When $K$ is a finite separable extension of $\F(t)$, we define the
divisor group $D_K$ of $K$ to be the free abelian group on all the
valuations~$v$.  For each $v$ the number of elements of the residue class
field $\F_v = \O_v/\wp_v$ of $v$ is a power, say $q^{n_v}$, of the number~$q$
of elements in $\F_v$.  We call $n_v$ the degree of $v$, and similarly
define $\sum n_v d_v$ to be the degree of the divisor $\sum n_v\cdot v$.
The divisors of degree $0$ form a group $D_K^0$.  
As before, the principal divisor attached to $a\in K^*$  is 
$\sum \ord_v(a) \cdot v \in D_K$.
The following theorem is proved in the same way as Theorem~\ref{thm:classgrpfin}.
\begin{theorem}\label{thm:finclassgrpff}\ithm{finiteness of function field class group}
The quotient of $D_K^0$ modulo the principal divisors is
a finite group.
\end{theorem}

\subsection{Jacobians of Curves}
For those familiar with algebraic geometry and algebraic curves, one
can prove Theorem~\ref{thm:finclassgrpff} from an alternative point of
view.  There is a bijection between nonsingular geometrically
irreducible projective curves over $\F$ and function fields $K$ over
$\F$ (which we assume are finite separable extensions of $\F(t)$ such
that $\Fbar\meet K = \F$).  Let $X$ be the curve corresponding to $K$.
The group $D_K^0$ is in bijection with the divisors of degree $0$ on
$X$, a group typically denoted $\Div^0(X)$.  The quotient of
$\Div^0(X)$ by principal divisors is denoted $\Pic^0(X)$.  The {\em
  Jacobian} of $X$ is an abelian variety $J=\Jac(X)$ over the finite
field $\F$ whose dimension is equal to the genus of $X$.  Moreover,
assuming $X$ has an $\F$-rational point, the elements of $\Pic^0(X)$
are in natural bijection with the $\F$-rational points on~$J$.  In
particular, with these hypothesis, the class group of $K$, which is
isomorphic to $\Pic^0(X)$, is in bijection with the group of
$\F$-rational points on an algebraic variety over a finite field.
This gives an alternative more complicated proof of finiteness of the
degree $0$ class group of a function field.  
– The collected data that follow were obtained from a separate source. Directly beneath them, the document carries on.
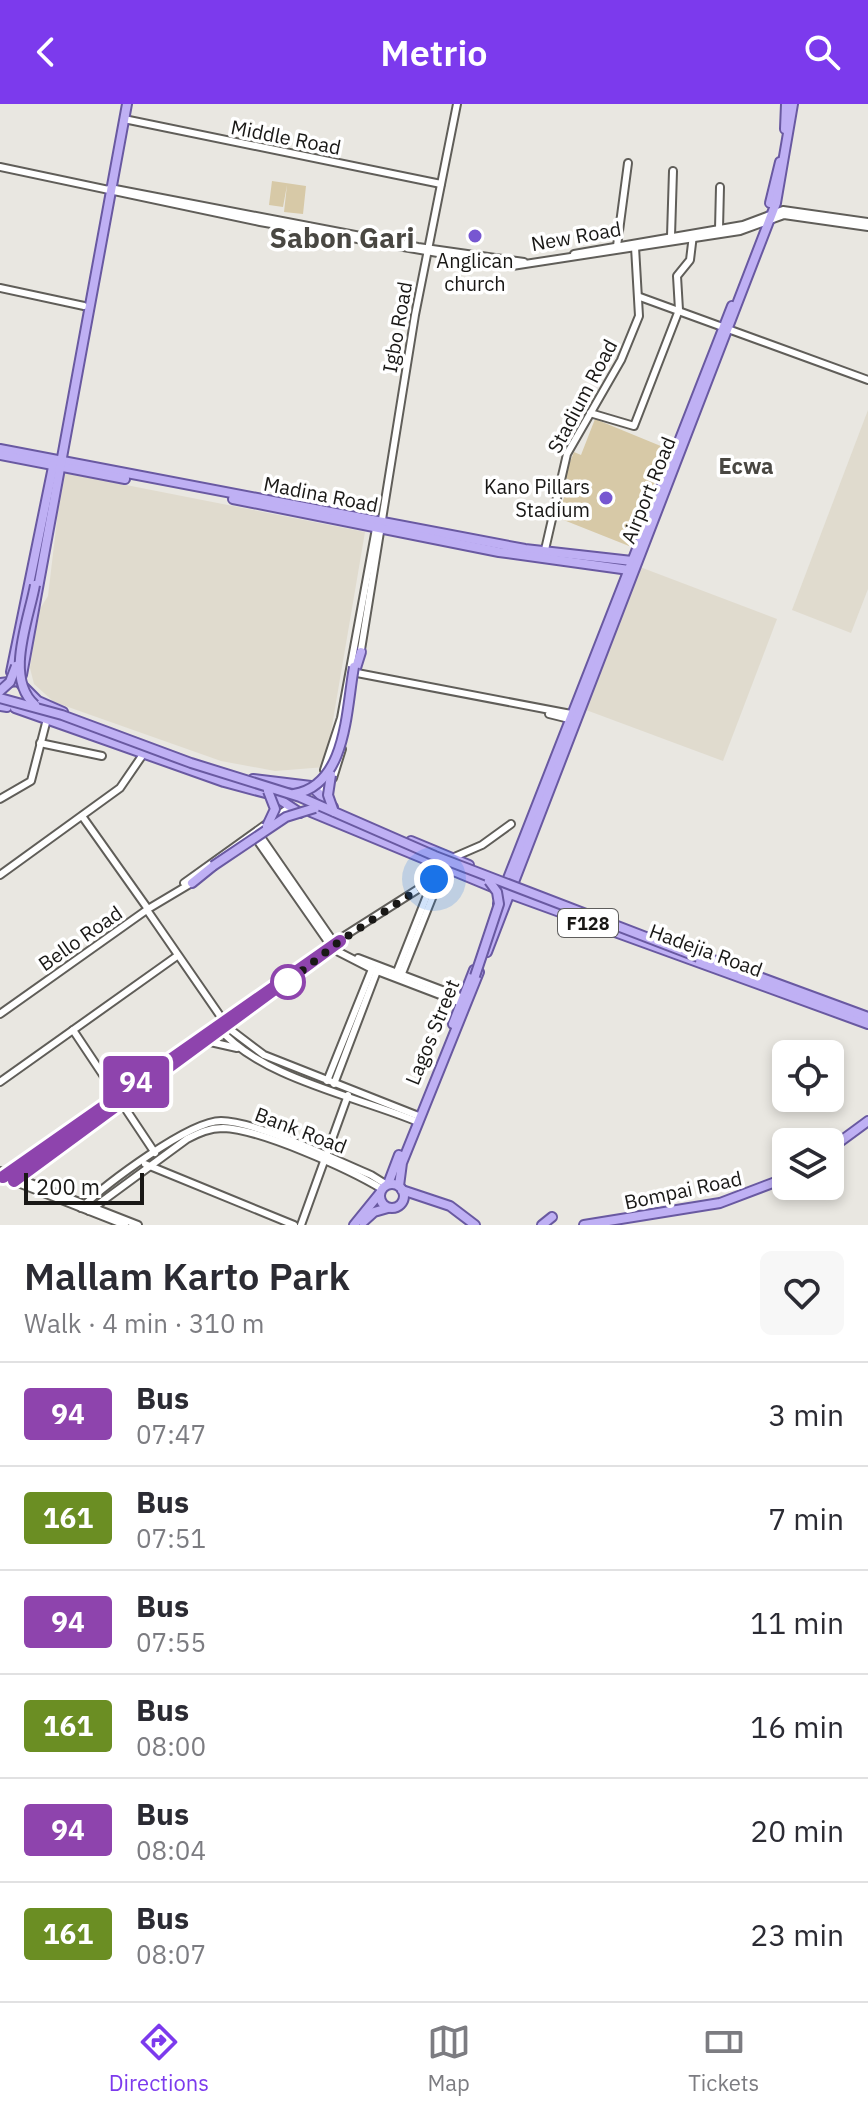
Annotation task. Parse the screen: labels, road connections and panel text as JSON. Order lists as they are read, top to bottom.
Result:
{
  "streets": {
    "main road": [
      "Airport Road",
      "Madina Road",
      "F128",
      "Hadejia Road",
      "Lagos Street",
      "Bompai Road"
    ],
    "street": [
      "Middle Road",
      "New Road",
      "Igbo Road",
      "Stadium Road",
      "Bello Road",
      "Bank Road"
    ]
  },
  "crossings": [
    ["Middle Road", "Igbo Road"],
    ["New Road", "Igbo Road"],
    ["New Road", "Stadium Road"],
    ["New Road", "Airport Road"],
    ["Igbo Road", "Madina Road"],
    ["Igbo Road", "F128"],
    ["Stadium Road", "Madina Road"],
    ["Airport Road", "Madina Road"],
    ["Airport Road", "Hadejia Road"],
    ["F128", "Bello Road"],
    ["F128", "Hadejia Road"],
    ["Hadejia Road", "Lagos Street"],
    ["Lagos Street", "Bank Road"]
  ],
  "districts": ["Sabon Gari", "Ecwa"],
  "places": ["Anglican church", "Kano Pillars Stadium"],
  "lines": ["bus line 94"],
  "scale_bar": "200 m",
  "page": {
    "header": "Metrio",
    "on_map": "94",
    "scale": "200 m",
    "heading": ["Mallam Karto Park", "Walk · 4 min · 310 m"],
    "list": [
      {
        "mark": "94",
        "name": "Bus",
        "note": "07:47",
        "value": "3 min"
      },
      {
        "mark": "161",
        "name": "Bus",
        "note": "07:51",
        "value": "7 min"
      },
      {
        "mark": "94",
        "name": "Bus",
        "note": "07:55",
        "value": "11 min"
      },
      {
        "mark": "161",
        "name": "Bus",
        "note": "08:00",
        "value": "16 min"
      },
      {
        "mark": "94",
        "name": "Bus",
        "note": "08:04",
        "value": "20 min"
      },
      {
        "mark": "161",
        "name": "Bus",
        "note": "08:07",
        "value": "23 min"
      }
    ],
    "tabs": ["Directions", "Map", "Tickets"]
  }
}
Without the degree $0$ condition, the divisor class group won't be finite.  It
is an extension of~$\Z$ by a finite group.
$$
  0 \to \Pic^0(X) \to \Pic(X) \xra{\deg} n\Z \to 0,
$$
where~$n$ is the greatest common divisor of the degrees of 
elements of $\Pic(X)$, which is $1$ when $X$ has a rational 
point.


\chapter{Exercises}
\label{ch:hmwk}
\begin{enumerate}

\item %(Artin, problem 12.4.3) 
Let $A=\left(
        \begin{matrix}4&7&2\\2&4&6\\0&0&0
        \end{matrix}\right)$. 
\begin{enumerate}
\item Find invertible integer matrices $P$ and $Q$ such
that $PAQ$ is in Smith normal form.  
\item What is the group structure of
the cokernel of the map $\Z^3\to \Z^3$ defined by multiplication by
$A$?
\end{enumerate}

\item Let $G$ be the abelian group generated by $x,y,z$ with relatoins
$2x+y=0$ and $x-y+3z=0$.  Find a product of cyclic groups that is
isomorphic to $G$.

\item Prove that each of the following rings have infinitely
many prime ideals:
\begin{enumerate}
\item The integers $\Z$.  [Hint: Euclid gave a famous proof of this long ago.]
\item The ring $\Q[x]$ of polynomials over $\Q$.
\item The ring $\Z[x]$ of polynomials over $\Z$.
\item The ring $\Zbar$ of all algebraic integers. [Hint: Use Zorn's
lemma, which implies that every ideal is contained in a maximal
ideal. See, e.g., Prop 1.12 on page 589 of Artin's {\em Algebra}.]
\end{enumerate}

\item 
(This problem was on the graduate qualifying exam on Tuesday.)  Let
$\Zbar$ denote the subset of all elements of $\Qbar$ that satisfy a
monic polynomial with coefficients in the ring $\Z$ of integers.  We
proved in class that $\Zbar$ is a ring.
\begin{enumerate}
\item Show that the ideals $(2)$ and $(\sqrt{2})$ in $\Zbar$ are
distinct.
\item Prove that $\Zbar$ is not Noetherian.
\end{enumerate}

\item% (1.2 from Swinnerton-Dyer): 
Show that neither $\Z[\sqrt{-6}]$
nor $\Z[\sqrt{5}]$ is a unique factorization domain.  [Hint: Consider
the factorization into irreducible elements of $6$ in the first case
and~$4$ in the second.  A nonzero element $a$ in a ring $R$ is an {\em
irreducible element} if it is not a unit and if whenever $a=qr$, then
one of $q$ or $r$ is a unit.]

\item Find the ring of integers of each of the following number
fields:
\begin{enumerate}
\item $\Q(\sqrt{-3})$,
\item $\Q(\sqrt{3})$, and
\item $\Q(\sqrt[3]{2})$.
\end{enumerate}
Do not use a computer for the first two.

\item Find the discriminants of the rings of integers of the numbers
fields in the previous problem.  (Do not use a computer.)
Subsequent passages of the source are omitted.